Jiyong yang mendengar itu langsung berbalik arah menghampiri Seungri. Chaerin yang melihat hal itu tentu saja kaget dan langsung berbalik arah melihat Jiyong.
Jiyong semakin dekat dengan wajah marah dan mengepalkan tangan kanan nya lalu mengangkat tangannya itu.
"ah ayolah.. kau ingin menghajarku juga Hyung? hahaha.. hajarlah aku sampai puas." Seungri menggoda.
Teman-teman Jiyong yang melihat hal itu langsung berlari ke arah nya dan menahan Jiyong, karena mereka tahu kalau Jiyong sudah mengeluarkan satu tonjokan, tonjokan itu tak akan berhenti sampai Jiyong merasa benar-benar puas.


"YA!!" Chaerin berteriak, serentak Jiyong dan teman-teman nya berhenti dan kaget, tapi tentu saja Jiyong masih menatap Seungri dengan wajah kesal nya itu.
"Oppa, ayo kita pulang bersama.

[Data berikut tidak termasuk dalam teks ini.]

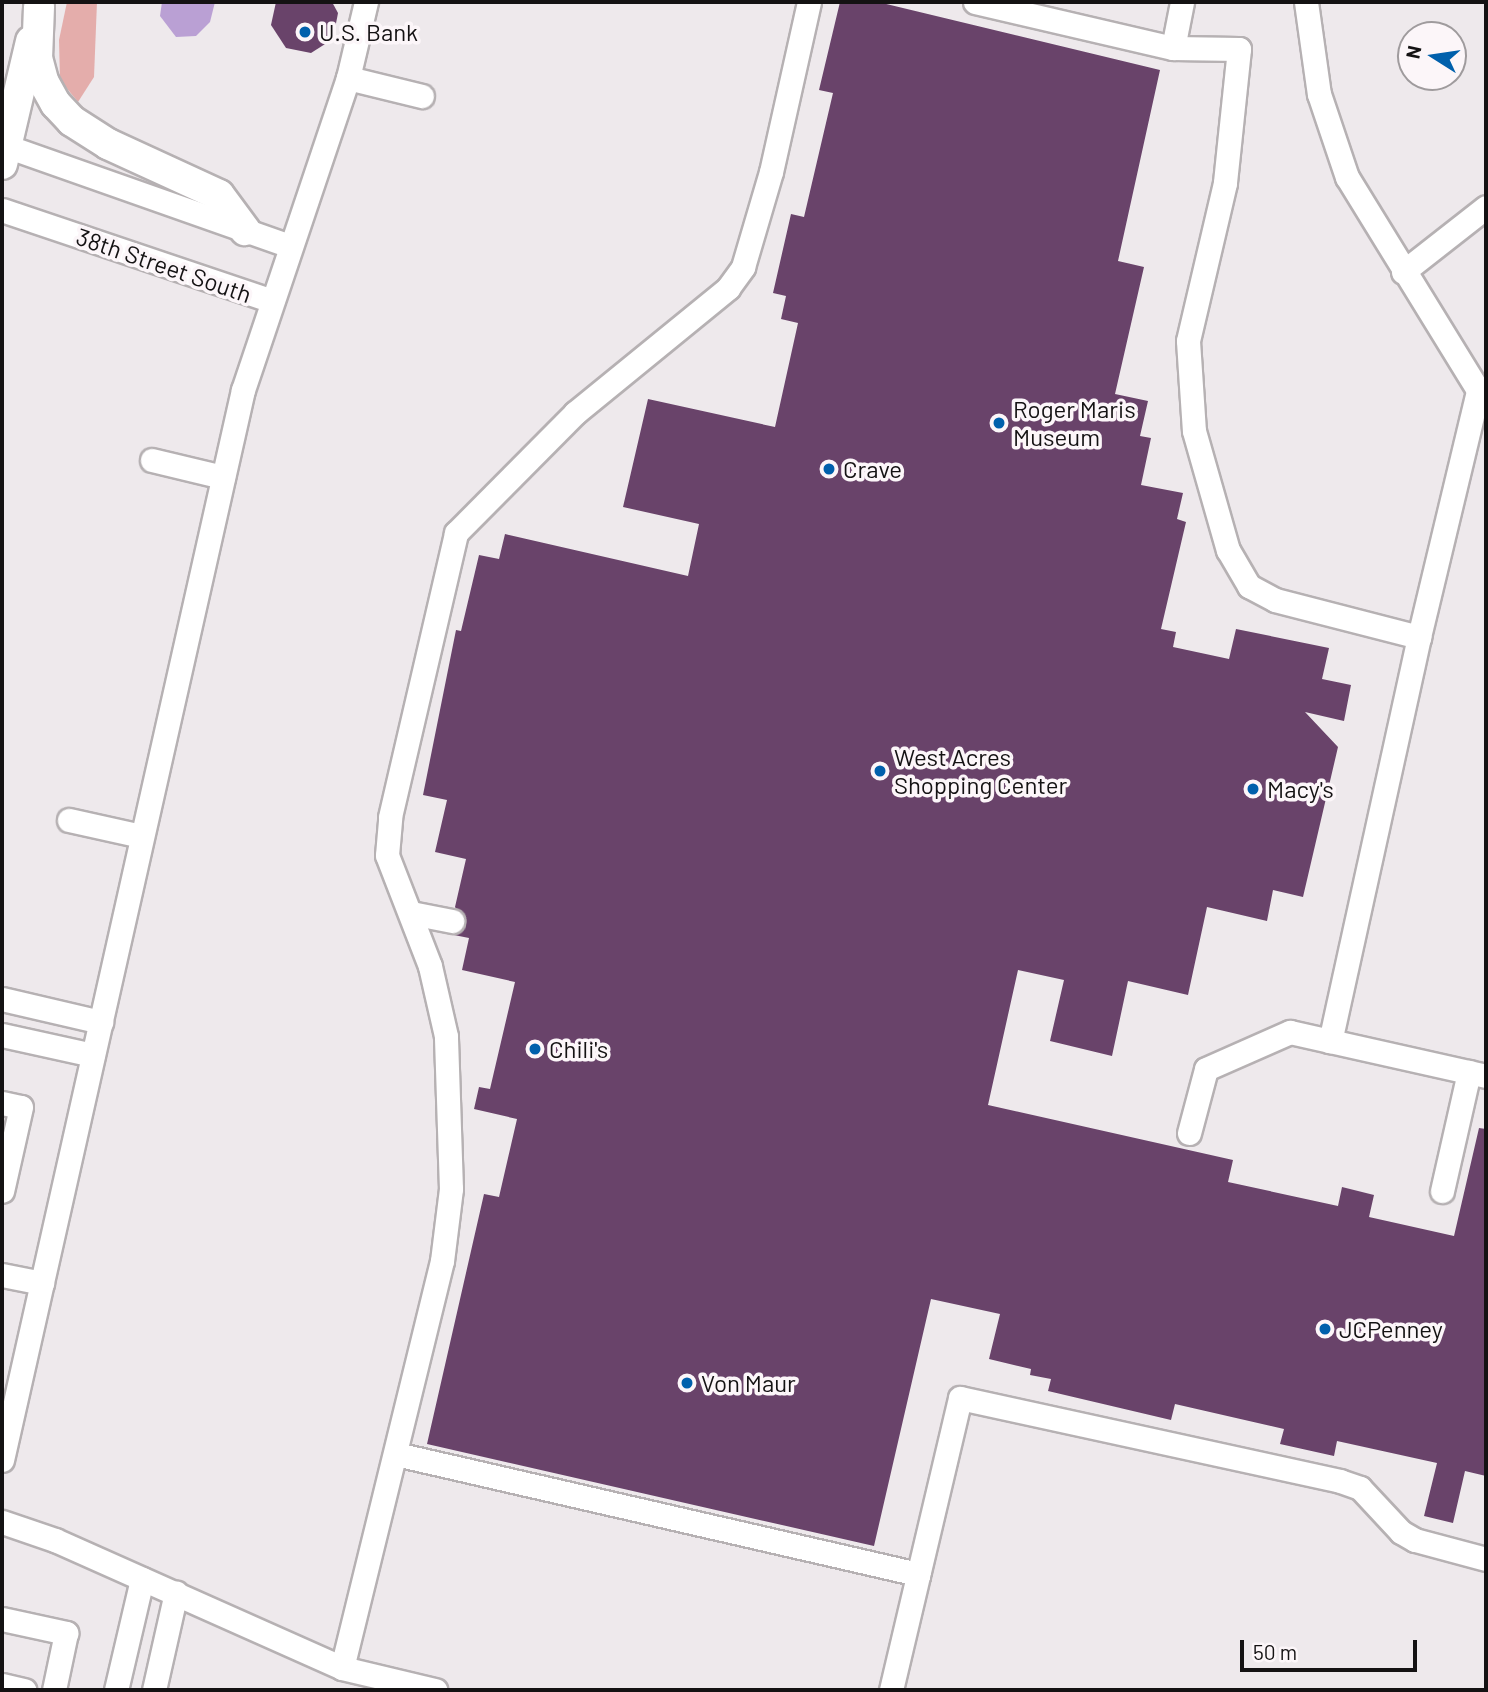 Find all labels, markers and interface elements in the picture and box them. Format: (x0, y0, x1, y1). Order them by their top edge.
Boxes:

Jangan pedulikan orang bodoh itu." Lanjut Chaerin.


Road to home


Mereka berjalan di tengah-tengah salju, sebelum pulang mereka duduk di sebuah taman.


"Ya, oppa.. mengapa kau lakukan itu? mian, mianhe.. maafkan aku.. pasti kau sakit hati m-" Chaerin membuka pembicaraan.
"ah, anii.. dasar kau.. niga pa-bo-ya." Potong Jiyong dengan gemas sambil mendorong kepala Chaerin kesamping, tapi dilakukan nya dengan halus. "Aku justru melakukan hal itu karna aku tahu kau sangat sakit hati. iyakan?" Lanjut Jiyong.
Chaerin kaget dan menatap Jiyong. "Kau tahu aku sangat mencintaimu kan? apa kau lupa dengan hal itu?" Kata Jiyong lagi.


"O-Oh.. Gomawo.." Kata Chaerin sambil merunduk malu.
"Ah, sekarang sudah malam ,ayo, kuantar kau pulang. Besok kau sibuk kan?" Jiyong mengacak-acak rambut Chaerin dengan halus dan menggandengnya pulang.